ML Flow Checkpointing #1938

wanderingweights · 2024-10-02T01:43:20Z

Please check that this issue hasn't been reported before.

I searched previous Bug Reports didn't find any similar reports.

Expected Behavior

I have the below config and I was hoping to have the model checkpoints saving as artifacts but I only get the metrics and config saving.

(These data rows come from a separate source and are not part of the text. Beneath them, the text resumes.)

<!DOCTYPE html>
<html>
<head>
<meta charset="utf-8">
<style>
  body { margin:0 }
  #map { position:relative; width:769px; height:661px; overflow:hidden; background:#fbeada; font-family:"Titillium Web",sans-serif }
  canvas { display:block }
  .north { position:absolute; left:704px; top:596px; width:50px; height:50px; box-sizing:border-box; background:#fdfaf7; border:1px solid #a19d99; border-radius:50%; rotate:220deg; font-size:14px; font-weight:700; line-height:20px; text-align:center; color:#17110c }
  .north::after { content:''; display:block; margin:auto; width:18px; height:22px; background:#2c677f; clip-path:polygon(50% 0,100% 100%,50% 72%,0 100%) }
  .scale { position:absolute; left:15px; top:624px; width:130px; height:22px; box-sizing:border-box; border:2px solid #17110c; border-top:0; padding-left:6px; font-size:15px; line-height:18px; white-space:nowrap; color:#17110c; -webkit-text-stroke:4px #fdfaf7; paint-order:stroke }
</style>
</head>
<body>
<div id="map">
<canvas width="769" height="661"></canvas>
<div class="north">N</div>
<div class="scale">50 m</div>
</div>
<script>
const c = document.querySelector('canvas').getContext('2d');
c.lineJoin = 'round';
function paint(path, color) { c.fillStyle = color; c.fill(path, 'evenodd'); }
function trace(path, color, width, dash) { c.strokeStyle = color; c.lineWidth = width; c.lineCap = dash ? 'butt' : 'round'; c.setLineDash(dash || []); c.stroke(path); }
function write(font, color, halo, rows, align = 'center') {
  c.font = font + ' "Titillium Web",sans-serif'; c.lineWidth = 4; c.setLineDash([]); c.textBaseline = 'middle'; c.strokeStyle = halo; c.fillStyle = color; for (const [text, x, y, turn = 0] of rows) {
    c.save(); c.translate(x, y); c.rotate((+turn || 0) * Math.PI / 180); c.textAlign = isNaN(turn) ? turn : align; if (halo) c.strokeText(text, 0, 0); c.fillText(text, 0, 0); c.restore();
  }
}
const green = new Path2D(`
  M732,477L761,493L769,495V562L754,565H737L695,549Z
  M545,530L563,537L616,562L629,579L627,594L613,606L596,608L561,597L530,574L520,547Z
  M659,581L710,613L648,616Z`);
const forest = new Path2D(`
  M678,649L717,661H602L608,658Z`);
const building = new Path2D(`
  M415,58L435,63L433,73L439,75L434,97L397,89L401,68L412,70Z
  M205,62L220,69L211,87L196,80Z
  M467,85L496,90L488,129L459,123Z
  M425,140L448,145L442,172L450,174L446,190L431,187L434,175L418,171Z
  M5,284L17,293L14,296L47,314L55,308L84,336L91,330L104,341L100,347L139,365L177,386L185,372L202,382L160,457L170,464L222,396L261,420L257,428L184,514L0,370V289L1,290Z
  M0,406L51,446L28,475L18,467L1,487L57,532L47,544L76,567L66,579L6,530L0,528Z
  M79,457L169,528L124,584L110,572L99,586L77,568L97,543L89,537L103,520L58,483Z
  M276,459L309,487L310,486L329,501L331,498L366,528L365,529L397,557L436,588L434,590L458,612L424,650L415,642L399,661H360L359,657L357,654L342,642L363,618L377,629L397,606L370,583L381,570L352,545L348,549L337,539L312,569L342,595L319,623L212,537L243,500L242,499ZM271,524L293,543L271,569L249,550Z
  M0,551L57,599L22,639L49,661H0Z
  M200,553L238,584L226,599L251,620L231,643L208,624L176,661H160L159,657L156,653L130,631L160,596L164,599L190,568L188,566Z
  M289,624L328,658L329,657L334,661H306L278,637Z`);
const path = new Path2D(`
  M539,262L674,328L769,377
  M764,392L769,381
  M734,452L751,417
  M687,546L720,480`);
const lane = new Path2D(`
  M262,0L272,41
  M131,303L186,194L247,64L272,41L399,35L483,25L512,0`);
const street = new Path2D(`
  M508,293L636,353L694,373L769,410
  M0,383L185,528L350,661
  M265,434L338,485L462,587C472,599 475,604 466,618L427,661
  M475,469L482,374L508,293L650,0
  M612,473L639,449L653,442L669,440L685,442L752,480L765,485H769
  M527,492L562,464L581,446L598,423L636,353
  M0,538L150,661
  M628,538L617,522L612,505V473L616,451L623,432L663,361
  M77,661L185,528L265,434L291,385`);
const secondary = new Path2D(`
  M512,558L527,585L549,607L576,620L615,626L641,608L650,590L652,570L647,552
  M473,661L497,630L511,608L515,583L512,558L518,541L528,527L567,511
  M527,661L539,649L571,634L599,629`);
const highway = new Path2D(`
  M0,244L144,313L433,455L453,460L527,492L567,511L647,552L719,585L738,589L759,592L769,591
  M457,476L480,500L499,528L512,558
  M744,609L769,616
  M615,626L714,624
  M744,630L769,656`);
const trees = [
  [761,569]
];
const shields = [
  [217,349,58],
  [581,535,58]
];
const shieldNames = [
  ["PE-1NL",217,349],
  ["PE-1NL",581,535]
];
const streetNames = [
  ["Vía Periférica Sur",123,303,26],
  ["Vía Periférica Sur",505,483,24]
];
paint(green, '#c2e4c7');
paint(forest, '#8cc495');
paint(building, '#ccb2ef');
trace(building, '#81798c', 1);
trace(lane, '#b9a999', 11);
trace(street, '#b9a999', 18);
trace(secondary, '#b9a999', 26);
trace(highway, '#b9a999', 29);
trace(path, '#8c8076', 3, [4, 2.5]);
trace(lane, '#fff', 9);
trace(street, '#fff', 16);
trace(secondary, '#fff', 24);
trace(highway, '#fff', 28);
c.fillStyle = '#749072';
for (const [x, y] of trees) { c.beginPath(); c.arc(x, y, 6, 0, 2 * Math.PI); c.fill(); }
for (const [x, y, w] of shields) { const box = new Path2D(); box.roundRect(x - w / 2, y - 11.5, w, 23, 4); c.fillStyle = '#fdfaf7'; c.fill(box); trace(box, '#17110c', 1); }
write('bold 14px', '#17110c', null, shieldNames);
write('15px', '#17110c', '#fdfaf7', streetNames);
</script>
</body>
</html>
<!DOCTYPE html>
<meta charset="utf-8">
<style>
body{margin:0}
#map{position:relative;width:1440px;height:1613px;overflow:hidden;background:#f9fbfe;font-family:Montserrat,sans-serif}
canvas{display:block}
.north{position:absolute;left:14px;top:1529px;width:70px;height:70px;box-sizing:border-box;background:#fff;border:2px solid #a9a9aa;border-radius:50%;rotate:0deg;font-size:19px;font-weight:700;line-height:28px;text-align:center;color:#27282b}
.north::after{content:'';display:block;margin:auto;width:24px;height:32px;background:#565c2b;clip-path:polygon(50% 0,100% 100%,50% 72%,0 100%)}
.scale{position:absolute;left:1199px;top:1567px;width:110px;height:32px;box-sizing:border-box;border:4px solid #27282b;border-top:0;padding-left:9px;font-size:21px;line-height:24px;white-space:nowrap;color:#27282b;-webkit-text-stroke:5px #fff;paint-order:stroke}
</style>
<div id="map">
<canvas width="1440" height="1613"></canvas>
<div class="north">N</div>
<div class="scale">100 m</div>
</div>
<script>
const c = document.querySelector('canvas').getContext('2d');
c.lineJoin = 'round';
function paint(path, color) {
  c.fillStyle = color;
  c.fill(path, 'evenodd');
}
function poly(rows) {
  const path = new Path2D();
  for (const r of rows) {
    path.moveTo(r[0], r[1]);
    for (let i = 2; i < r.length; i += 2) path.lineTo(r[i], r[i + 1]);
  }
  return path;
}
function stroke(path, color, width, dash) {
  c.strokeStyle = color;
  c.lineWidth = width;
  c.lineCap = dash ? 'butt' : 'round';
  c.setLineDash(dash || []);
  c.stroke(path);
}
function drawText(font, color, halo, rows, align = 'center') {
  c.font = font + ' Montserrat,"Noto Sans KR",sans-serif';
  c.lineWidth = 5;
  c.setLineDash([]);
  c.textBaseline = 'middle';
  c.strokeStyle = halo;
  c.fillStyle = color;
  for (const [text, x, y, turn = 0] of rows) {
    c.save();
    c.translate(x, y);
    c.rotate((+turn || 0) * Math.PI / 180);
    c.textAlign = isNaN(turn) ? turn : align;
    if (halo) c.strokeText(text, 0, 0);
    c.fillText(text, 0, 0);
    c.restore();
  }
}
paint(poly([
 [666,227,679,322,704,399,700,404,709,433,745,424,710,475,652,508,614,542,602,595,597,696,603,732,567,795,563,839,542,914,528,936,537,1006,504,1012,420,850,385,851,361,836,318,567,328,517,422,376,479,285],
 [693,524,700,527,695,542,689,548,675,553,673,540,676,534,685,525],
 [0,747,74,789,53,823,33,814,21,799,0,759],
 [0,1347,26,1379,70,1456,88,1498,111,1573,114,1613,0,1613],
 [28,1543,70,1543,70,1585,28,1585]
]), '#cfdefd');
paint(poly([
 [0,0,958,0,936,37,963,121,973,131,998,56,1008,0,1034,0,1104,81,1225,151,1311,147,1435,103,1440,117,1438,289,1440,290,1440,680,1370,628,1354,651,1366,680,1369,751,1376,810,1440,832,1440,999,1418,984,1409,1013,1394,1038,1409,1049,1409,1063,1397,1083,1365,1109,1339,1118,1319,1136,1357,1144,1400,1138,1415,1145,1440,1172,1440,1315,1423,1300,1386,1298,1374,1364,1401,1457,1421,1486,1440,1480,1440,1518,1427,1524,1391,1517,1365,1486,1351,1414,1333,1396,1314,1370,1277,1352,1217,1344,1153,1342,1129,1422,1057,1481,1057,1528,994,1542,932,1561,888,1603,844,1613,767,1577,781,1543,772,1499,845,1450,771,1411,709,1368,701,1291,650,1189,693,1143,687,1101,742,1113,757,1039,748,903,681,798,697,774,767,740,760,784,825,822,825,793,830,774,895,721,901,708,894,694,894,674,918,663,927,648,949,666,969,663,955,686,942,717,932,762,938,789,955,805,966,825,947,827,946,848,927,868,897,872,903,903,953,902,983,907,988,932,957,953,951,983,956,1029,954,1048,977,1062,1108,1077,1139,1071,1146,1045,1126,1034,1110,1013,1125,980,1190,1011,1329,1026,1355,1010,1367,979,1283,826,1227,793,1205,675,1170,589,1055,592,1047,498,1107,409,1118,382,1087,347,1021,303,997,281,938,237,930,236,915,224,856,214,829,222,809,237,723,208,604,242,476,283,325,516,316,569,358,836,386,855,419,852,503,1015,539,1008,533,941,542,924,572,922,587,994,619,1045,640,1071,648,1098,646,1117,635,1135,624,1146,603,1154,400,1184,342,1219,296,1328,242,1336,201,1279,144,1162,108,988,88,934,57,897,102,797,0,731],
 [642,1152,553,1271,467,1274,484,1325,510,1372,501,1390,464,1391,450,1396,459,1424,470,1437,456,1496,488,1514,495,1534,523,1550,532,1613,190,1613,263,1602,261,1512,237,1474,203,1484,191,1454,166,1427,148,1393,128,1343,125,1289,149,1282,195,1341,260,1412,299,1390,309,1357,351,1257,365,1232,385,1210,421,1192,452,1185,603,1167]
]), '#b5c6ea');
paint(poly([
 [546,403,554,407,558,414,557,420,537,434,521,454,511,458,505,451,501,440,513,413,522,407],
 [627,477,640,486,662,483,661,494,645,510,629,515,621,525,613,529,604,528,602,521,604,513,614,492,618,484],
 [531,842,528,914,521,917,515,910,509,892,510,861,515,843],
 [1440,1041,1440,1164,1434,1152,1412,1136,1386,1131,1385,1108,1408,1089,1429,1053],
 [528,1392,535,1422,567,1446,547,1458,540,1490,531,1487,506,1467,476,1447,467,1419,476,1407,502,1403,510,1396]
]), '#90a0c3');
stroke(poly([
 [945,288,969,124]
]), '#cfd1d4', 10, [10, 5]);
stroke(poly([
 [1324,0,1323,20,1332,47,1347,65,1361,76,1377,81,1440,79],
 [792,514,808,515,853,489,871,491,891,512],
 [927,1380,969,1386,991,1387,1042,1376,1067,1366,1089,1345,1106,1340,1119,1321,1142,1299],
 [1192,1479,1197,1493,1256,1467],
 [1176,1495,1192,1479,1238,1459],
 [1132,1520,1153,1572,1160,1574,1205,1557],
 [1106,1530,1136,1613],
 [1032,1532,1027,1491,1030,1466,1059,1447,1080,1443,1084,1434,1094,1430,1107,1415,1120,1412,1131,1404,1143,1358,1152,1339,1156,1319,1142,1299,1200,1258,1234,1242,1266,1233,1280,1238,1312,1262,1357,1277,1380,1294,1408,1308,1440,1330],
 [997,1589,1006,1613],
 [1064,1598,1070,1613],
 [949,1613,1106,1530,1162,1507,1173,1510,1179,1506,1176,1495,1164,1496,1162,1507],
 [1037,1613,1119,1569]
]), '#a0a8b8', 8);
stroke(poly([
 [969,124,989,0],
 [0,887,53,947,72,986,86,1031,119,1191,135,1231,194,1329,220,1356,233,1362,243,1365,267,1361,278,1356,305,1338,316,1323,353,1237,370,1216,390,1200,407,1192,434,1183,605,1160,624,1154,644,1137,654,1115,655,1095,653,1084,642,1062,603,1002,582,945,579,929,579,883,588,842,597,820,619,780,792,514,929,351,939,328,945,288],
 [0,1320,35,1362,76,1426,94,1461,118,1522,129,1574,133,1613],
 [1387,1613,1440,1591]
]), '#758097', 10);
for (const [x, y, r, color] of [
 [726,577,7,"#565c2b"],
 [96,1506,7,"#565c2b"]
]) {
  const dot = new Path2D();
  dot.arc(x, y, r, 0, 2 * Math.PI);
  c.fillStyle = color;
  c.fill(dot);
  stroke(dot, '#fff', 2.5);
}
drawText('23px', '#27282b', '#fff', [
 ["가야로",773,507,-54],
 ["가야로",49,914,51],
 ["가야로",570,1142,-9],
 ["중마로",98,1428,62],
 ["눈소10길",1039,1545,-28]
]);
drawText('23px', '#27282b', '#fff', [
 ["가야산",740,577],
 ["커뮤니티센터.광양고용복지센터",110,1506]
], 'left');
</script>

Is this expected to work or am I missing something?

Thanks for looking over!

Current behaviour

No model checkpoints.

Steps to reproduce

I use the docker image:

"winglian/axolotl:main-latest"

hf login

then

accelerate launch -m axolotl.cli.train theconfig.yml

Config yaml

base_model: NousResearch/Meta-Llama-3-8B-Instruct
model_type: LlamaForCausalLM
tokenizer_type: AutoTokenizer

load_in_8bit: true
load_in_4bit: false
strict: false

chat_template: llama3
datasets:
  - path: base.yml
    type: alpaca
    ds_type: json

dataset_prepared_path:
val_set_size: 0.05
output_dir: attempt_1

sequence_len: 4096
sample_packing: false
pad_to_sequence_len: true

adapter: lora
lora_model_dir:
lora_r: 32
lora_alpha: 16
lora_dropout: 0.05
lora_target_linear: true
lora_fan_in_fan_out:

mlflow_tracking_uri: ml_flow_url
mlflow_experiment_name: test_1
hf_mlflow_log_artifacts: true

gradient_accumulation_steps: 4
micro_batch_size: 2
num_epochs: 1
optimizer: adamw_bnb_8bit
lr_scheduler: cosine
learning_rate: 0.0002

train_on_inputs: false
group_by_length: false
bf16: auto
fp16:
tf32: false

gradient_checkpointing: true
early_stopping_patience:
resume_from_checkpoint:
local_rank:
logging_steps: 1
xformers_attention:
flash_attention: true
s2_attention:

hub_model_id: some_repo
hub_strategy: checkpoint
hub_token: 

  
save_steps: 5
save_strategy: steps
warmup_steps: 10
evals_per_epoch: 4
eval_table_size:
eval_max_new_tokens: 128
max_steps: 10
debug:
deepspeed:
weight_decay: 0.0
fsdp:
fsdp_config:
special_tokens:
   pad_token: " "

Possible solution

No response

Which Operating Systems are you using?

Linux
macOS
Windows

Python Version

3.10

axolotl branch-commit

winglian/axolotl:main-latest

Acknowledgements

My issue title is concise, descriptive, and in title casing.
I have searched the existing issues to make sure this bug has not been reported yet.
I am using the latest version of axolotl.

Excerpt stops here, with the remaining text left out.